AGBs gelesen? Was steht dort drinnen?

Wenn Du am Telefon eine Auskunft bekommen hast, mit wem hast Du dann gesprochen? Sollte ja dann nicht schwer sein, diese Person dort ausfindig zu machen und das zu klären?!

Wichtig bei sowas ist, finde ich, das persönlich, möglichst freundlich zu klären ...

----------


## georg

Es ist bei Skikarten üblich bei ärztlicher Bestätigung und bei so einem Totalausfall die Karte zurückzuerstatten. Das war schon immer so. Natürlich macht das niemand gerne aber gerade bei Karten mit langer Laufzeit wie Saisonkarten wäre keine Rückvergütung bei Unfall oder Austausch bei Verlust eine Kundenverarsche.

So gesehen finde ich nicht, dass er froh sein soll wenigstens etwas zurückzubekommen. Das ist Stand der Dinge. Die Höhe richtet sich natärlich nach der Dauer wie lange die Karte schon gültig ist. Zwar wäre es für den Betreiber natürlich möglich auf Knopfdruck sofort zu wissen wann, wo und wie oft diese Karte benutzt wurde und so abzurechnen aber das ist offensichtlich nicht im Interesse der Liftgesellschaft.

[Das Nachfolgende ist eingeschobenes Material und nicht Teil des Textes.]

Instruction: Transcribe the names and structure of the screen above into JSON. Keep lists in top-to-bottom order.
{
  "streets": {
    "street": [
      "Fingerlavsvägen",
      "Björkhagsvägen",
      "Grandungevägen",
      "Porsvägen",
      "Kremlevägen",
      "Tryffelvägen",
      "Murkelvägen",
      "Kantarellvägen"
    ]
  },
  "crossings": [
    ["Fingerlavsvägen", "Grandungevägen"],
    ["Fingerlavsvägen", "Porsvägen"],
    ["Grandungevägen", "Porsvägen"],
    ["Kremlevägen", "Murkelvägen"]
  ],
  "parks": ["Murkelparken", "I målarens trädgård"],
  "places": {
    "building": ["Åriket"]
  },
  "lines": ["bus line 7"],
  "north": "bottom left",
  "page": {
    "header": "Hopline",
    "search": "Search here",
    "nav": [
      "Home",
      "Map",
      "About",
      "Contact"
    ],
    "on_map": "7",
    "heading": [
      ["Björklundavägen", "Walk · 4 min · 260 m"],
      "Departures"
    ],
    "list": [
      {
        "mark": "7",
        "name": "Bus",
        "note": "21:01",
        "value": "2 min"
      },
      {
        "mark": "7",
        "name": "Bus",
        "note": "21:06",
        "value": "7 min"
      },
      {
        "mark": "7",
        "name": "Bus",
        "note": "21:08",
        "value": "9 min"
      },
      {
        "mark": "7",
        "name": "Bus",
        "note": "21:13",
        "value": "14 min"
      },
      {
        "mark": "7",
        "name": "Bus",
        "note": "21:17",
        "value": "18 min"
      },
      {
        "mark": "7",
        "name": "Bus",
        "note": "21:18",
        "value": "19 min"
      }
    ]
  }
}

Daher finde ich die Bearbeitung in diesem Falle als normal abgelaufen an. Weder besonders schlecht noch besonders gut. So sollte es aus Kundensicht nicht gehen, aber es ist das Minimum was man sich als Kunde erwarten darf und soll.

----------


## stephan-

> wie die auf 80€ kommen: bearbeitungsgebühren. haben ja einen gewaltigen mehraufwand durch die rückgabe und wennst dir überlegst, wieviel eine bruttolohnstunde kostet...
> is schon fair, vor allem, da die parks ja nicht gerade im geld schwimmen, können sie es sich nicht leisten, geld zu verschenken.


Gewaltiger Mehraufwand? Das bezweifel ich.

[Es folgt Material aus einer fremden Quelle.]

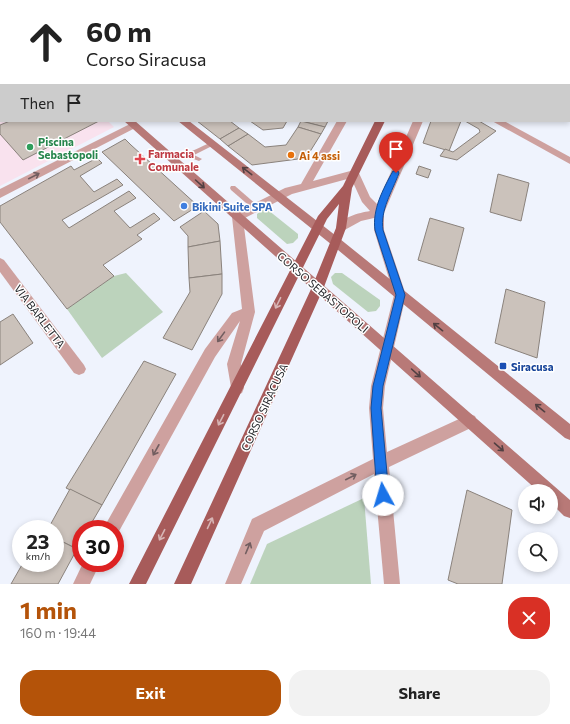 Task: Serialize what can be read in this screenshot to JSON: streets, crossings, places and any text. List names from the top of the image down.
{
  "streets": {
    "main road": ["CORSO SEBASTOPOLI", "CORSO SIRACUSA"],
    "street": ["VIA BARLETTA"]
  },
  "crossings": [
    ["CORSO SEBASTOPOLI", "CORSO SIRACUSA"]
  ],
  "places": {
    "other": ["Piscina Sebastopoli", "Ai 4 assi", "Bikini Suite SPA"],
    "health": ["Farmacia Comunale"],
    "transit": ["Siracusa"]
  },
  "page": {
    "turn": ["60 m", "Corso Siracusa"],
    "then": "Then",
    "speed": "23 km/h",
    "limit": "30",
    "heading": ["1 min", "160 m · 19:44"],
    "buttons": ["Exit", "Share"]
  }
} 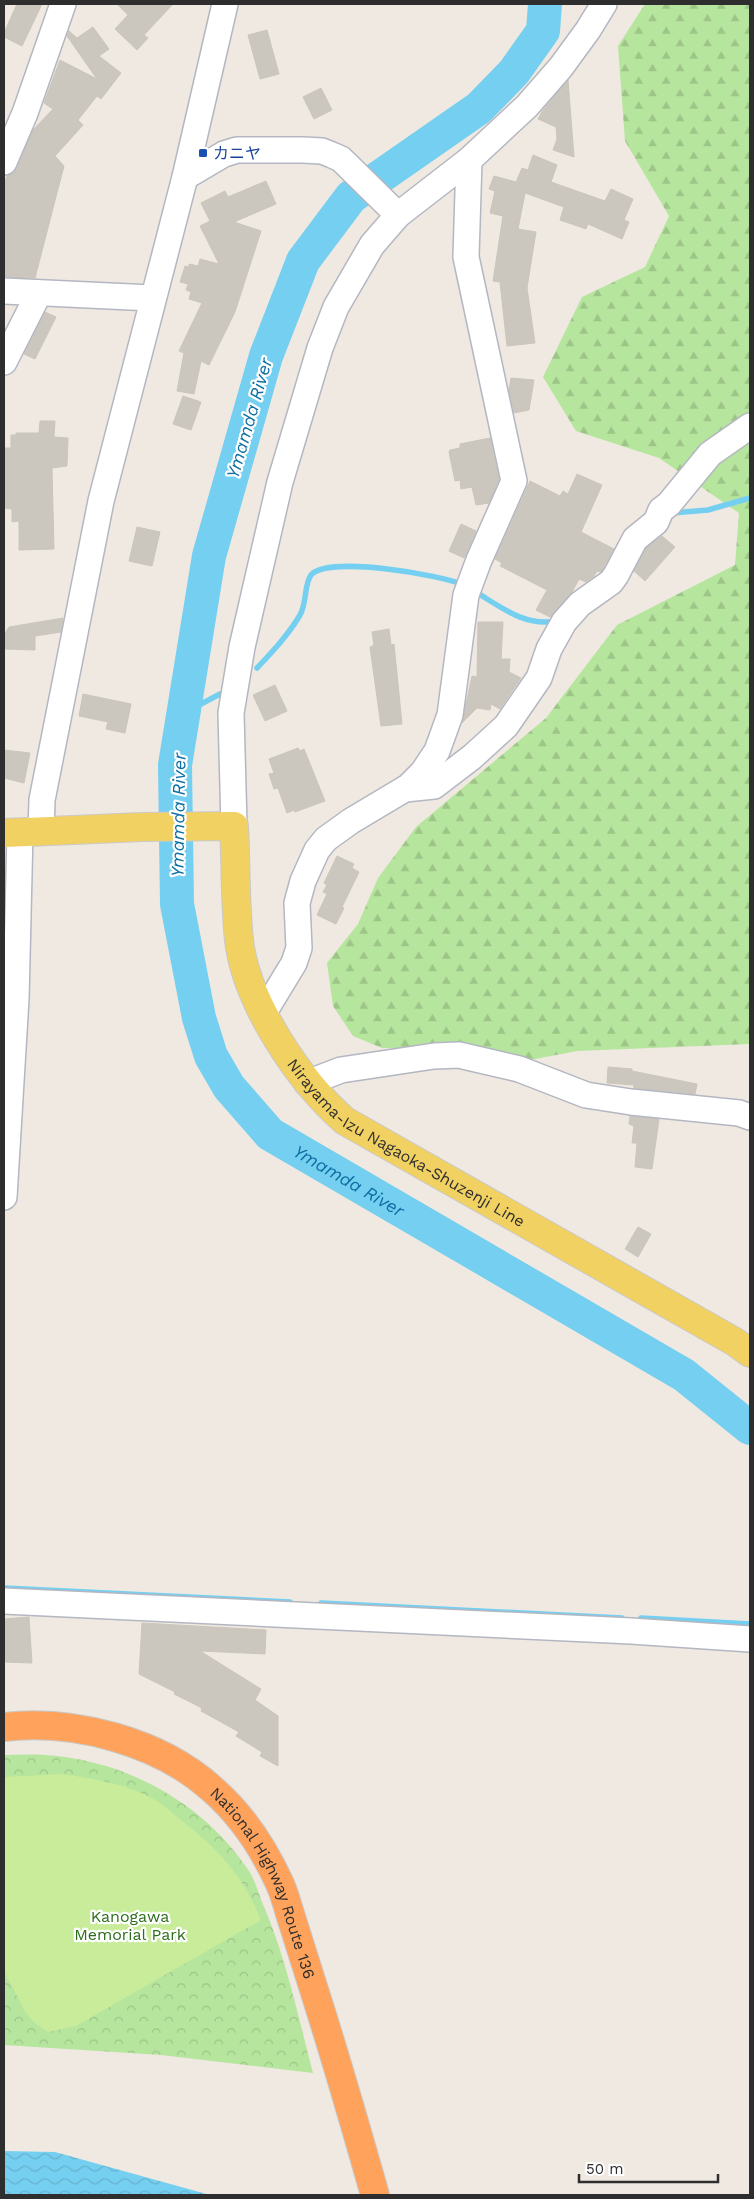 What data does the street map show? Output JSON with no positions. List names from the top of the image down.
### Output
{
  "streets": {
    "highway": ["National Highway Route 136"],
    "main road": ["Nirayama-Izu Nagaoka-Shuzenji Line"]
  },
  "water": ["Ymamda River"],
  "parks": ["Kanogawa Memorial Park"],
  "places": {
    "transit": ["カニヤ"]
  },
  "scale_bar": "50 m"
}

Du findest es also fair, das die Parks so viel einbehalten, da sie nichts zu verschenken haben!? Meinst du denn, der Kunde hat etwas zu verschenken? Der braucht sein Geld auch dringend. Der Kunde hat die bezahlte Leistung nicht in Anspruch genommen, also steht ihm theoretisch sein Geld zu. Sonst verschentk er es nämlich an den Park, das ist sicherlich alles andere als fair.

----------


## mankra

Wenns eine Eintrittskarte nicht einlöst, bekommst Dein Geld auch nicht zurück.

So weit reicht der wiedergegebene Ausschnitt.